Courageous Mexican mayor Maria Santos Gorrostieta |
She was driving her daughter to school when thugs in another vehicle blocked her white van. They pulled her out and began kicking and beating her in front of passers-by.
The 36-year-old mother begged the men to spare her girl and appeared to get into the thugs’ vehicle voluntarily, witnesses said.
As mayor of the town of Tiquicheo, Maria Santos Gorrostieta defied the area’s drug cartels, once baring her scars from two assassination attempts to rally support for her war on drugs. Her body was found mutilated in a ditch this month, days after she was abducted. Gorrostieta, mayor of the town of Tiquicheo from 2008 to 2011, had previously had a police escort and government security assigned to her.

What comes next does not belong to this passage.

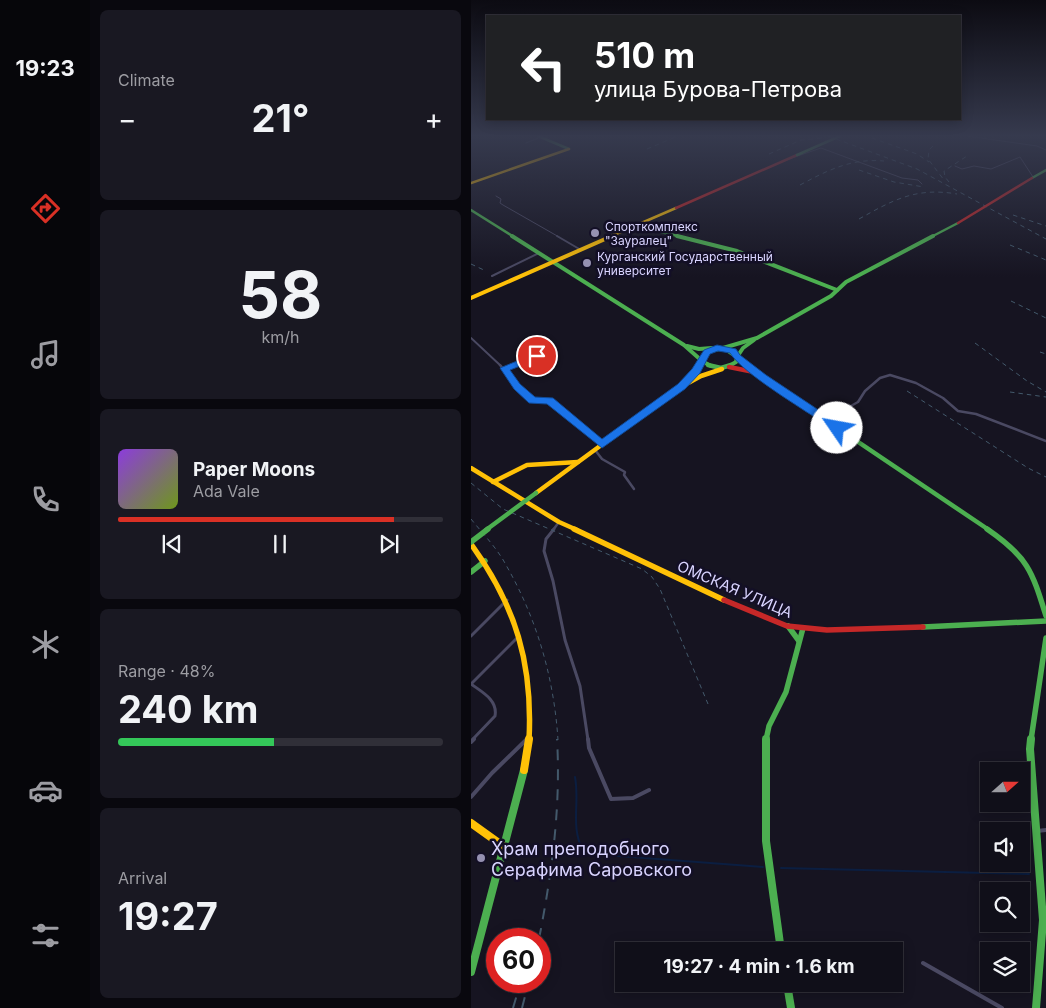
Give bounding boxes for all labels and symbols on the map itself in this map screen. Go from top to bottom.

But despite the two ambushes — which killed her husband and left her horribly scarred — her protection was pulled after she left office. “No one could do anything to help her,” newspaper El Universal said of her abduction two weeks ago. Her relatives waited for a call from the kidnappers, hoping they would trade her for ransom. No call came. The family alerted police, who launched a search.
Five days after her disappearance, farm workers found Gorrostieta’s body — stabbed, burned and beaten — in a roadside ditch in the town of San Juan Tararameo. Her relatives identified the body of the mother of three the next day.
Parts of Mexico have become a no-man’s-land, where legal authorities fear to tread and death comes cheap. Over the weekend, 19 bodies were found in the northern border state of Chihuahua, including those of eight people who had been tortured and killed on Friday.
Many of the dead have been victims of the drug cartels, which have increasingly included elected and appointed officials. Since Mexican President Felipe Calderon launched a war on the cartels six years ago, about two dozen mayors have been murdered.
Gorrostieta was one of at least seven women who were willing to serve as mayors or police chiefs.